Nahe der hellen Oeffnung stand ein kleiner Tisch, der als Schnitzbank zu dienen schien und mit allerlei Werkzeugen und theils vollendeten, theils halb fertigen Schnitzereien bedeckt war. Daneben stand ein plump aus Brettern gefügter Schrank. In Ecken und Nischen waren Vorräthe von Schnitz- und Brennholz aufgespeichert. An einem in der Wand befestigten Zapfen hingen große Stücke frischen Fleisches, und darunter sah man ein blutiges Lammfell wie zum Trocknen über gekreuzte Stäbe gespannt.

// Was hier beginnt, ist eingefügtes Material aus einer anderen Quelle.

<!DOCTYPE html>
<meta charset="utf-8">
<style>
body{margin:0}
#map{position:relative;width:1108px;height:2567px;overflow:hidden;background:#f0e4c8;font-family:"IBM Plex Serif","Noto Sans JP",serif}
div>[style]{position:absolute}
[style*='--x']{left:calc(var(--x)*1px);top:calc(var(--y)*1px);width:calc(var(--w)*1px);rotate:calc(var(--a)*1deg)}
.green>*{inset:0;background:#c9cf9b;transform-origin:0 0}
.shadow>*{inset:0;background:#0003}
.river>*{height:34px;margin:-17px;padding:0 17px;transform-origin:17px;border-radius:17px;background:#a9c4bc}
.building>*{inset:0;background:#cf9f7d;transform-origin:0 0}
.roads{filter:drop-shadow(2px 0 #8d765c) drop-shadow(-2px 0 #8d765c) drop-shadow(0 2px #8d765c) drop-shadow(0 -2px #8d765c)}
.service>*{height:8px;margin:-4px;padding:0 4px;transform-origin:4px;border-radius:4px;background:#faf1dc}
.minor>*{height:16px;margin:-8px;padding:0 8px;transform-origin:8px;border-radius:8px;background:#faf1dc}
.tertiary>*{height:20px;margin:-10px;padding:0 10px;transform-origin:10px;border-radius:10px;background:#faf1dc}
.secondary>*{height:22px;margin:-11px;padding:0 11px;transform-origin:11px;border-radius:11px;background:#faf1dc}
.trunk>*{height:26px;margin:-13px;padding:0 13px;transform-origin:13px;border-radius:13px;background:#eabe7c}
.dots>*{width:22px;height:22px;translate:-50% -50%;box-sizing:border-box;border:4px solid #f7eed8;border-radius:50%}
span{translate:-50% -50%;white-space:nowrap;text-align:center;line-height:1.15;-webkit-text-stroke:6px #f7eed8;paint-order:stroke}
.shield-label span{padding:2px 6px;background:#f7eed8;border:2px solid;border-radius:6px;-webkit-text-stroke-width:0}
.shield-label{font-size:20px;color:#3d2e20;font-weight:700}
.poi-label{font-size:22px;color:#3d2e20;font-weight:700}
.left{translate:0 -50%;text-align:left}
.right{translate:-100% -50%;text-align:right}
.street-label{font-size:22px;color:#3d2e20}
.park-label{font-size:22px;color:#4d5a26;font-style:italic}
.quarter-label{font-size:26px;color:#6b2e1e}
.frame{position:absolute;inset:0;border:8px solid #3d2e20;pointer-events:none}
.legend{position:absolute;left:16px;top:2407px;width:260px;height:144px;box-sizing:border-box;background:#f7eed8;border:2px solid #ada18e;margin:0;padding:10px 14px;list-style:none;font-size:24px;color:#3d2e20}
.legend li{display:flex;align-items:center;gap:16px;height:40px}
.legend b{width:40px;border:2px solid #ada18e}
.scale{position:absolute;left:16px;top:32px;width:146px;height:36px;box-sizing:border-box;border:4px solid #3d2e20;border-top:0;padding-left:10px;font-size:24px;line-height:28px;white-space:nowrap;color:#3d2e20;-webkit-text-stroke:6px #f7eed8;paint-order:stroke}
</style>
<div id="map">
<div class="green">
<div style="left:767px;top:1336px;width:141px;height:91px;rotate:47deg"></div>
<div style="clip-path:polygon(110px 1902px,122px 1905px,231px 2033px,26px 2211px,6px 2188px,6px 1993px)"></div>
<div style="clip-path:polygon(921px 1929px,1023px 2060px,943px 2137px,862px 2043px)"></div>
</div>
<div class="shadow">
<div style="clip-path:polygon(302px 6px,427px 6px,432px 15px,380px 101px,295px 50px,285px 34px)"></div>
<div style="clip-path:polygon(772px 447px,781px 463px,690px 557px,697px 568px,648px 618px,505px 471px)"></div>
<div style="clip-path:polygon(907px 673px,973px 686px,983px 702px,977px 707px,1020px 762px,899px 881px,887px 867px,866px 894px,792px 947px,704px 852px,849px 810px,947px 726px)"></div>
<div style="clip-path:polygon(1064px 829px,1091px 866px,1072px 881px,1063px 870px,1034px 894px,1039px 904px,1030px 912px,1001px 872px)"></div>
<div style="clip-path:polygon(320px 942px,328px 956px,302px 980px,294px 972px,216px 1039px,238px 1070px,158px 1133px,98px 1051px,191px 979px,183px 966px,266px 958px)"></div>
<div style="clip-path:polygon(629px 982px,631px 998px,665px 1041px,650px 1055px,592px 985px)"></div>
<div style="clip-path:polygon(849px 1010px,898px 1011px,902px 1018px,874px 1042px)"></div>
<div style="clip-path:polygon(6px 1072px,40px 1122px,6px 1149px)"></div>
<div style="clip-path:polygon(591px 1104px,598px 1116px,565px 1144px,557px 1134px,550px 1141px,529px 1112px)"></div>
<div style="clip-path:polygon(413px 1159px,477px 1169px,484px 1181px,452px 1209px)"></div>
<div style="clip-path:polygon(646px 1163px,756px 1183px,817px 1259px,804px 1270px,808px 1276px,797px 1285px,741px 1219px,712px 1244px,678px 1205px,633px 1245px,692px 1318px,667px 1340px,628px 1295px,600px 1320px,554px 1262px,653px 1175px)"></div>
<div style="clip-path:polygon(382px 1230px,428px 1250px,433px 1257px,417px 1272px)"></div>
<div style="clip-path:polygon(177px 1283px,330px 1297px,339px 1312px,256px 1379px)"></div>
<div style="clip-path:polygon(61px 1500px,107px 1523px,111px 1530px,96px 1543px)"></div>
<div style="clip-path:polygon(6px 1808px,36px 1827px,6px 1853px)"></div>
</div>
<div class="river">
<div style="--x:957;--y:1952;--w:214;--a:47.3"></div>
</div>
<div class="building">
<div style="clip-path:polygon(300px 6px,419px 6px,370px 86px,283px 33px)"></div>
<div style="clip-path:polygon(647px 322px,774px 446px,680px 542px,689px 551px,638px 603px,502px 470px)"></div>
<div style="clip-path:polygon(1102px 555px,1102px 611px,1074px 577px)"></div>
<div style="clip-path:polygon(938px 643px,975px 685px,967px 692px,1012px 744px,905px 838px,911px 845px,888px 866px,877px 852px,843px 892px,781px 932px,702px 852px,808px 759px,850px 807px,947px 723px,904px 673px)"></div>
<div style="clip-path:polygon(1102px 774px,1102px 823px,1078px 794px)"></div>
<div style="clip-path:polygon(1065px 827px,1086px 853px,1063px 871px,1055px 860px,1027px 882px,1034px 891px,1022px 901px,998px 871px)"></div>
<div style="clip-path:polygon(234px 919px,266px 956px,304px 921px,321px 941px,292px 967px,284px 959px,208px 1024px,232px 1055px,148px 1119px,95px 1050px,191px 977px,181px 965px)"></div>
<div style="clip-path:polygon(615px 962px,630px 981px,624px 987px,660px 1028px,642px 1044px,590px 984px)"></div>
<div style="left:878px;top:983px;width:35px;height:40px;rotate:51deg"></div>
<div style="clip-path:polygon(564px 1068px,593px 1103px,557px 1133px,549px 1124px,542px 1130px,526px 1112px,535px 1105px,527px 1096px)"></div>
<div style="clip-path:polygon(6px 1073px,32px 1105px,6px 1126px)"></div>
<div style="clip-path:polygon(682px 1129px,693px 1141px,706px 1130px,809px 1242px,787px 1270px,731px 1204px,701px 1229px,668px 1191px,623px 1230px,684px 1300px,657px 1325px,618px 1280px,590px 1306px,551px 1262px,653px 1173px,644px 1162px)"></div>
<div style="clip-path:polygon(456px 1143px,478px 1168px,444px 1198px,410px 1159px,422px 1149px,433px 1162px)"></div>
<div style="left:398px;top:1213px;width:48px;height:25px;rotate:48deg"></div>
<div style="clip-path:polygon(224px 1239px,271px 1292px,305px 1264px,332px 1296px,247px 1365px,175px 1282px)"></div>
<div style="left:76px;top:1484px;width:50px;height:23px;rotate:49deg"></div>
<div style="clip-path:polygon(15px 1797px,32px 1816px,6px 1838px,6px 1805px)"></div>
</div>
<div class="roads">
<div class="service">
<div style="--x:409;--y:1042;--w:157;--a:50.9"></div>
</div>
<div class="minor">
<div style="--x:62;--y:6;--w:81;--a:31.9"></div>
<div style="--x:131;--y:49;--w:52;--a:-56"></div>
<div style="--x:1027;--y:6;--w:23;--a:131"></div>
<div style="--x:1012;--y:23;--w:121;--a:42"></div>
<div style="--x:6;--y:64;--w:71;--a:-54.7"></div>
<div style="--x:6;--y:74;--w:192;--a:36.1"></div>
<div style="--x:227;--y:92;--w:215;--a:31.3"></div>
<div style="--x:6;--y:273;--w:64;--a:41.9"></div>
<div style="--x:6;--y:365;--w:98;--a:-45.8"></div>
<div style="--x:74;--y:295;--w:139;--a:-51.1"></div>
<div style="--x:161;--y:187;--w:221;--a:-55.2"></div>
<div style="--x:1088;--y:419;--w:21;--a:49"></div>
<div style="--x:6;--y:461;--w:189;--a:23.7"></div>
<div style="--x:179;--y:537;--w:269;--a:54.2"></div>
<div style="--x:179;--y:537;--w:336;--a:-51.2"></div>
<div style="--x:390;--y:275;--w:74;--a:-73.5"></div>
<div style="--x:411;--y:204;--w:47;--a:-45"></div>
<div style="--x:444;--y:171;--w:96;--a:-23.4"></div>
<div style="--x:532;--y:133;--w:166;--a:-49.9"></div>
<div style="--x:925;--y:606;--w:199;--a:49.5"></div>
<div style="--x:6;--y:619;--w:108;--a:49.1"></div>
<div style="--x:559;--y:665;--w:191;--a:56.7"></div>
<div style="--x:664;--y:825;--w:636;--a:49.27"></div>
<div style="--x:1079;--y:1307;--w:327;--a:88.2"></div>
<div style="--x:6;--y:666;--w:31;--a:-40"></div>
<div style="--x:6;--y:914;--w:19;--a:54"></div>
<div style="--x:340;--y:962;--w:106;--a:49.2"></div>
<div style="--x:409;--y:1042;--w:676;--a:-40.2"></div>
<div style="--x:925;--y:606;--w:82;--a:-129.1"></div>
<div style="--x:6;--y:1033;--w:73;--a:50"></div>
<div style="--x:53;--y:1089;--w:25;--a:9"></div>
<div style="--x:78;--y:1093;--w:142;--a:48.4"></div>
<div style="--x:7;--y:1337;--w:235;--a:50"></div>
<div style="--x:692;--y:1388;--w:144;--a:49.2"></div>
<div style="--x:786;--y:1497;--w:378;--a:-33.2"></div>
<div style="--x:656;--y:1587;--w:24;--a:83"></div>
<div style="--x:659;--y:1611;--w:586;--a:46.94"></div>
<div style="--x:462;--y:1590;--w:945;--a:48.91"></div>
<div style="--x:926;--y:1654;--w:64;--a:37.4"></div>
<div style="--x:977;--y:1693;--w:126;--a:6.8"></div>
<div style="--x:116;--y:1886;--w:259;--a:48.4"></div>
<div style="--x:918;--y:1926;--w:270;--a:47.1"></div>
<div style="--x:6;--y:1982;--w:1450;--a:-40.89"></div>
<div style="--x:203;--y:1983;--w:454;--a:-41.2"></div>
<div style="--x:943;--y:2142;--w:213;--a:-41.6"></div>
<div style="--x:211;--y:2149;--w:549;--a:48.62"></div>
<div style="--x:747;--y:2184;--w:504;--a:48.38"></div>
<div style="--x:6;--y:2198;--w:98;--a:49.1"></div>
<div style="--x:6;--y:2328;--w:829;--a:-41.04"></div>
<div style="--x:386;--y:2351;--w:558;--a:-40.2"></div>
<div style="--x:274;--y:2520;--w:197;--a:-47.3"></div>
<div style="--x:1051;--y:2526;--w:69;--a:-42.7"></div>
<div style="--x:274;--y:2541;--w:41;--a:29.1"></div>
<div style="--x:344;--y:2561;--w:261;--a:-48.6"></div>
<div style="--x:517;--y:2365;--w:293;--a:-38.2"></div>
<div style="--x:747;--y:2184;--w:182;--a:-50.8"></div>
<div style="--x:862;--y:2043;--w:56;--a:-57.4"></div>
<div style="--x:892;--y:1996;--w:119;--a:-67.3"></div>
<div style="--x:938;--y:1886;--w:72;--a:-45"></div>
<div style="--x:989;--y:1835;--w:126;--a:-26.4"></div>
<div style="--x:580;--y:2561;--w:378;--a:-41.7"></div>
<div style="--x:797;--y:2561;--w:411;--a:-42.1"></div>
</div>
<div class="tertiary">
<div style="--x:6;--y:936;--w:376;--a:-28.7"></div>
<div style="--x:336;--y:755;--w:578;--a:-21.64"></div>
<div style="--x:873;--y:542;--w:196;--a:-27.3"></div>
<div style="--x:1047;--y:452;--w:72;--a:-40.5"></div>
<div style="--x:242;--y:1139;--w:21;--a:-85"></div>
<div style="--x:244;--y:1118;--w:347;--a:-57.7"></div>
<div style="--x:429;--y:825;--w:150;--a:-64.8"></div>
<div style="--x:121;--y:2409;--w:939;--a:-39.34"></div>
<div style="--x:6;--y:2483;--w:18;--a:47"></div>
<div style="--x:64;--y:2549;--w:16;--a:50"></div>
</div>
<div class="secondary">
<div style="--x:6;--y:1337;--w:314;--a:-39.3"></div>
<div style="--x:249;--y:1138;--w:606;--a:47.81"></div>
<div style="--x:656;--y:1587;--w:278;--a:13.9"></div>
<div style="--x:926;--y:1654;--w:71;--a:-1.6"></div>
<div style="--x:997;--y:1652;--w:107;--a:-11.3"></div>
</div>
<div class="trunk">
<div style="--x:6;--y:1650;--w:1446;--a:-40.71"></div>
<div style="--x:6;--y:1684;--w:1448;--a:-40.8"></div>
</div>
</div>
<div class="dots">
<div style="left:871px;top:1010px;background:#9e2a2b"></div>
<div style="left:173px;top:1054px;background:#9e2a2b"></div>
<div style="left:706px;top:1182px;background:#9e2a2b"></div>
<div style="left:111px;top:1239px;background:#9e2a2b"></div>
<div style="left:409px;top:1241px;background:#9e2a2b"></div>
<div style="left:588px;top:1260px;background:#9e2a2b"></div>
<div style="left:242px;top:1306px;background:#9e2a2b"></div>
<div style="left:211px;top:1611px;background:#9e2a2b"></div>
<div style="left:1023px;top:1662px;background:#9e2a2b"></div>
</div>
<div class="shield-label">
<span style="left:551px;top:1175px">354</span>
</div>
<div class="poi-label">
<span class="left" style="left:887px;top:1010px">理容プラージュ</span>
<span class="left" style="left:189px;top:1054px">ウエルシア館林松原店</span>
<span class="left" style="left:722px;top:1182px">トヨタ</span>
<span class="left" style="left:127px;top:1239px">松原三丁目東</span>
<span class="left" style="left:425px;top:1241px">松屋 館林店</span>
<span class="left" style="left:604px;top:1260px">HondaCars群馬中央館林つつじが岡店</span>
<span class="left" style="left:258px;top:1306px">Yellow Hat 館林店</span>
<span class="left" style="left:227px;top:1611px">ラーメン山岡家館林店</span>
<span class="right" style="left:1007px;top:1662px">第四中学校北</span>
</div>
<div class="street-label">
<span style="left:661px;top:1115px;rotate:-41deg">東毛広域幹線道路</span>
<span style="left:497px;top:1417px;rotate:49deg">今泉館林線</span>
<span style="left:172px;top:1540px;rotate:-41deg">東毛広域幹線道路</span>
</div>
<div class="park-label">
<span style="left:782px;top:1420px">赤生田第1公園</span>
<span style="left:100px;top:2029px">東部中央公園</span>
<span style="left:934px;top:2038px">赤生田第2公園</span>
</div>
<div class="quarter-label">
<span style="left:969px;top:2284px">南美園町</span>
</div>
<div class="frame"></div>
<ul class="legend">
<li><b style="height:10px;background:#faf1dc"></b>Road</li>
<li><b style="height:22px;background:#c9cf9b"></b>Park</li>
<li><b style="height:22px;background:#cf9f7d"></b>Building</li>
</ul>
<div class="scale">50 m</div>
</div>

Veverl schaute und schaute, und ihr Köpfchen hatte alle Gedanken voll zu thun, um diese ganze Natürlichkeit, die sich ihren Blicken bot, ins Uebernatürliche zu übersetzen. Und mit allem kam sie zurecht – nur mit den dicken Berggrasbüscheln, die in einer Ecke aufgeschichtet lagen, wußte sie nichts anzufangen. Aber die Erklärung ließ nicht lange auf sich warten, denn vor jener Oeffnung draußen sah sie auf einem von mageren, mattfarbigen Moose bewachsenen Raume eine Ziege liegen.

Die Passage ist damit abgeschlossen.